▶ **Exercise aim**
Copy the entries word for word. Keep the pictures out.

##### Material to process

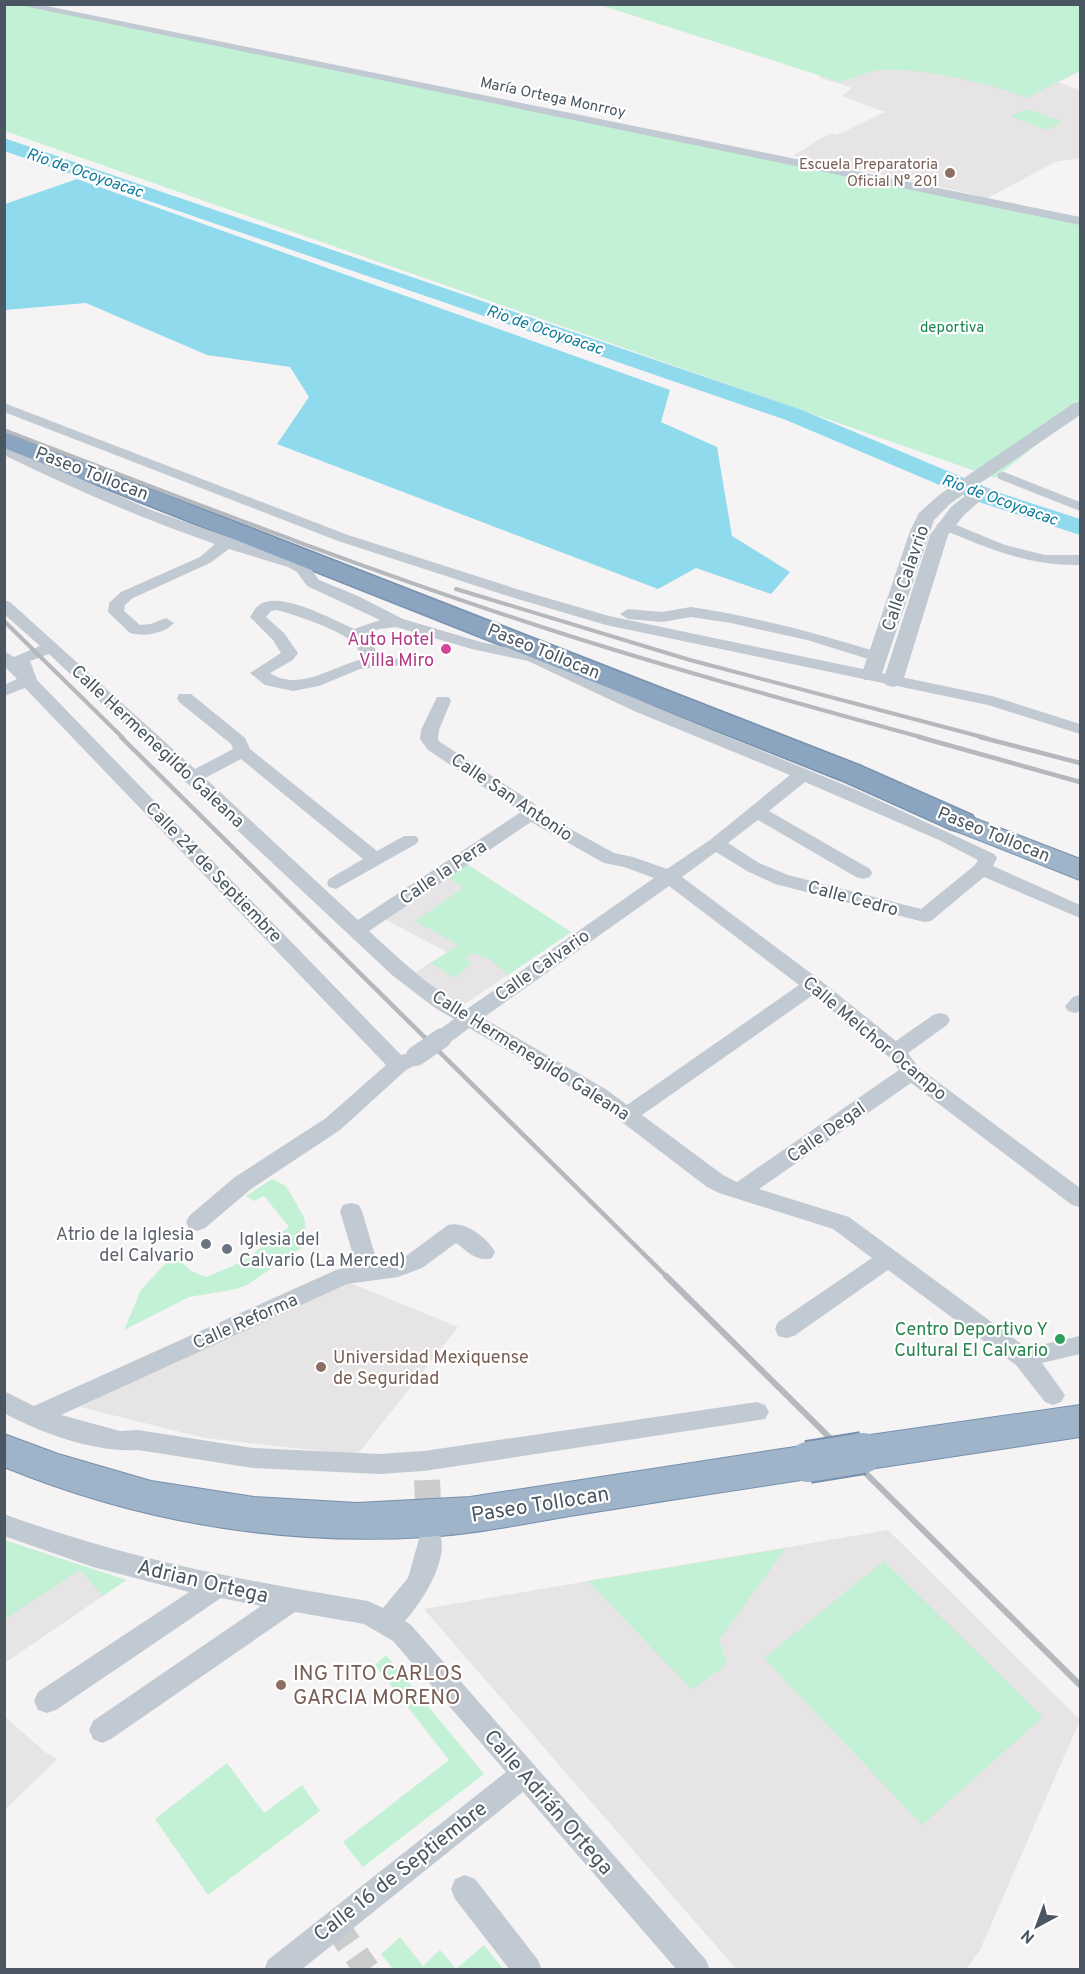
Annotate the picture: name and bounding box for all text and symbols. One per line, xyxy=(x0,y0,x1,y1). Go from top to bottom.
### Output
street label: María Ortega Monrroy xyxy=(478,74,627,123)
water label: Rio de Ocoyoacac xyxy=(23,145,146,203)
place label: Escuela Preparatoria Oficial N° 201 xyxy=(799,156,938,192)
marker: Escuela Preparatoria Oficial N° 201 xyxy=(943,166,957,180)
water label: Rio de Ocoyoacac xyxy=(483,302,606,360)
park label: deportiva xyxy=(920,319,984,338)
street label: Paseo Tollocan xyxy=(32,442,151,507)
water label: Rio de Ocoyoacac xyxy=(939,471,1060,531)
street label: Calle Calavrio xyxy=(878,522,935,635)
street label: Paseo Tollocan xyxy=(484,619,603,685)
place label: Auto Hotel Villa Miro xyxy=(347,629,434,673)
marker: Auto Hotel Villa Miro xyxy=(439,642,453,656)
street label: Calle Hermenegildo Galeana xyxy=(65,661,249,834)
street label: Calle San Antonio xyxy=(446,749,576,847)
street label: Calle 24 de Septiembre xyxy=(140,798,286,948)
street label: Paseo Tollocan xyxy=(934,802,1053,868)
street label: Calle la Pera xyxy=(396,836,492,911)
street label: Calle Cedro xyxy=(805,876,900,923)
street label: Calle Calvario xyxy=(491,925,595,1007)
street label: Calle Melchor Ocampo xyxy=(797,972,951,1106)
street label: Calle Hermenegildo Galeana xyxy=(427,986,633,1127)
street label: Calle Degal xyxy=(783,1098,871,1169)
place label: Atrio de la Iglesia del Calvario xyxy=(56,1224,194,1268)
place label: Iglesia del Calvario (La Merced) xyxy=(239,1229,405,1273)
marker: Atrio de la Iglesia del Calvario xyxy=(199,1237,213,1251)
marker: Iglesia del Calvario (La Merced) xyxy=(220,1242,234,1256)
street label: Calle Reforma xyxy=(190,1289,302,1356)
place label: Centro Deportivo Y Cultural El Calvario xyxy=(894,1319,1048,1363)
marker: Centro Deportivo Y Cultural El Calvario xyxy=(1053,1332,1067,1346)
place label: Universidad Mexiquense de Seguridad xyxy=(333,1347,529,1391)
marker: Universidad Mexiquense de Seguridad xyxy=(314,1360,328,1374)
street label: Paseo Tollocan xyxy=(469,1481,611,1530)
street label: Adrian Ortega xyxy=(135,1554,271,1611)
place label: ING TITO CARLOS GARCIA MORENO xyxy=(293,1661,462,1712)
marker: ING TITO CARLOS GARCIA MORENO xyxy=(274,1678,288,1692)
street label: Calle Adrián Ortega xyxy=(477,1725,619,1881)
street label: Calle 16 de Septiembre xyxy=(309,1796,493,1948)
north arrow xyxy=(1007,1896,1067,1956)
text: N xyxy=(1018,1924,1039,1947)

##########

▶ **Task solution**
Annotate the picture: name and bounding box for all text and symbols. One per line, xyxy=(x0,y0,x1,y1). Go from top to bottom.
### Output
street label: María Ortega Monrroy xyxy=(478,74,627,123)
water label: Rio de Ocoyoacac xyxy=(23,145,146,203)
place label: Escuela Preparatoria Oficial N° 201 xyxy=(799,156,938,192)
marker: Escuela Preparatoria Oficial N° 201 xyxy=(943,166,957,180)
water label: Rio de Ocoyoacac xyxy=(483,302,606,360)
park label: deportiva xyxy=(920,319,984,338)
street label: Paseo Tollocan xyxy=(32,442,151,507)
water label: Rio de Ocoyoacac xyxy=(939,471,1060,531)
street label: Calle Calavrio xyxy=(878,522,935,635)
street label: Paseo Tollocan xyxy=(484,619,603,685)
place label: Auto Hotel Villa Miro xyxy=(347,629,434,673)
marker: Auto Hotel Villa Miro xyxy=(439,642,453,656)
street label: Calle Hermenegildo Galeana xyxy=(65,661,249,834)
street label: Calle San Antonio xyxy=(446,749,576,847)
street label: Calle 24 de Septiembre xyxy=(140,798,286,948)
street label: Paseo Tollocan xyxy=(934,802,1053,868)
street label: Calle la Pera xyxy=(396,836,492,911)
street label: Calle Cedro xyxy=(805,876,900,923)
street label: Calle Calvario xyxy=(491,925,595,1007)
street label: Calle Melchor Ocampo xyxy=(797,972,951,1106)
street label: Calle Hermenegildo Galeana xyxy=(427,986,633,1127)
street label: Calle Degal xyxy=(783,1098,871,1169)
place label: Atrio de la Iglesia del Calvario xyxy=(56,1224,194,1268)
place label: Iglesia del Calvario (La Merced) xyxy=(239,1229,405,1273)
marker: Atrio de la Iglesia del Calvario xyxy=(199,1237,213,1251)
marker: Iglesia del Calvario (La Merced) xyxy=(220,1242,234,1256)
street label: Calle Reforma xyxy=(190,1289,302,1356)
place label: Centro Deportivo Y Cultural El Calvario xyxy=(894,1319,1048,1363)
marker: Centro Deportivo Y Cultural El Calvario xyxy=(1053,1332,1067,1346)
place label: Universidad Mexiquense de Seguridad xyxy=(333,1347,529,1391)
marker: Universidad Mexiquense de Seguridad xyxy=(314,1360,328,1374)
street label: Paseo Tollocan xyxy=(469,1481,611,1530)
street label: Adrian Ortega xyxy=(135,1554,271,1611)
place label: ING TITO CARLOS GARCIA MORENO xyxy=(293,1661,462,1712)
marker: ING TITO CARLOS GARCIA MORENO xyxy=(274,1678,288,1692)
street label: Calle Adrián Ortega xyxy=(477,1725,619,1881)
street label: Calle 16 de Septiembre xyxy=(309,1796,493,1948)
north arrow xyxy=(1007,1896,1067,1956)
text: N xyxy=(1018,1924,1039,1947)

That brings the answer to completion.